Mannheim Web Panel (MWP)

Site content by Julian Oliver Dörr and Sebastian Schmidt

This site introduces the Mannheim Web Panel (MWP) – a panel dataset of website contents extracted from corporate websites for a large sample of German companies.
The MWP was developed at the ZEW – Leibniz Centre for European Economic Research in the Project Business and Economic Research Data Center (BERD@BW).

Why corporate websites?

Company websites pose an important source of economic data used by firms to spread product and service information (related to establishing a public image), to conduct transactions (e-business processes) and to ease opinion sharing (electronic word-of-mouth) (Balzquez & Domenech, 2018).
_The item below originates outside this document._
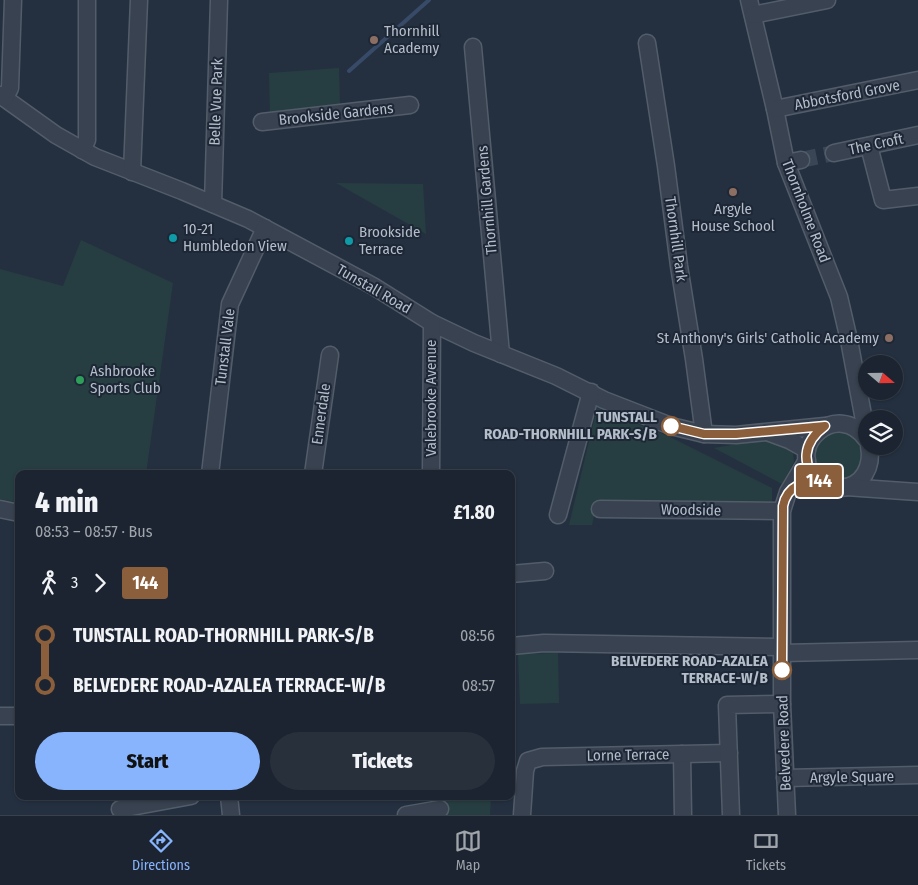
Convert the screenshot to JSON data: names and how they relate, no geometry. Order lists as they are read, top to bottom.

Recent economic studies have used corporate website data to:

predict firm innovativeness (Gök et al., 2015, Kinne & Lenz, 2021; Axenbeck & Breithaupt, 2021)
examine market entry strategies (Arora et al., 2013)
examine enterprise growth (Li et al., 2016)
monitor firm export orientation (Balzquez & Domenech, 2017)
track crisis impacts on the corporate sector (Dörr et al., 2021)
…

Why panel data?

Firm characteristics, diffusion processes such as technological advances and technological adoption as well as business relations are clearly not static but evolve over time. It requires a continuous monitoring of corporate websites to capture this information. For this reason, the ZEW – Leibniz Centre for European Economic Research scrapes corporate website contents since 2018 and has established a panel format of these contents updated every three to six months.
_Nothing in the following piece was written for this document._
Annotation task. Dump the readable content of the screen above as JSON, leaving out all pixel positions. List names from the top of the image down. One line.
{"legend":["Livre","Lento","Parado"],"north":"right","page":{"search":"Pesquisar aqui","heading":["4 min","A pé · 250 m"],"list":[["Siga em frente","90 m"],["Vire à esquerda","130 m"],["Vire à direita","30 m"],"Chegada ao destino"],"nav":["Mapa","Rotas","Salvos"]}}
Is the data available for researchers?

The MWP data is stored in ZEW’s cloud structure (Seafile) and can be accessed by externals for the purpose of research via ZEW’s Research Data Centre (ZEW-FDZ). Upon signing a licence agreement, interested users will have full access to the MWP in a secured environment provided by ZEW. For more details please contact:

Dr. Sandra Gottschalk

+49 621 1235-267

sandra.gottschalk@zew.de

How is the data structured?

The MWP includes a large amount of web data from corporate websites of German companies. The general scraping framework used to establish the MWP is available on Github. The scraping parameters for the MWP are standardized. For each website, the first 50 subpages are downloaded with shorter URLs in the corporate web-domain scraped more likely. Webpages which are in German language are preferred in the scraping process such that the majority of text content in the MWP is in German.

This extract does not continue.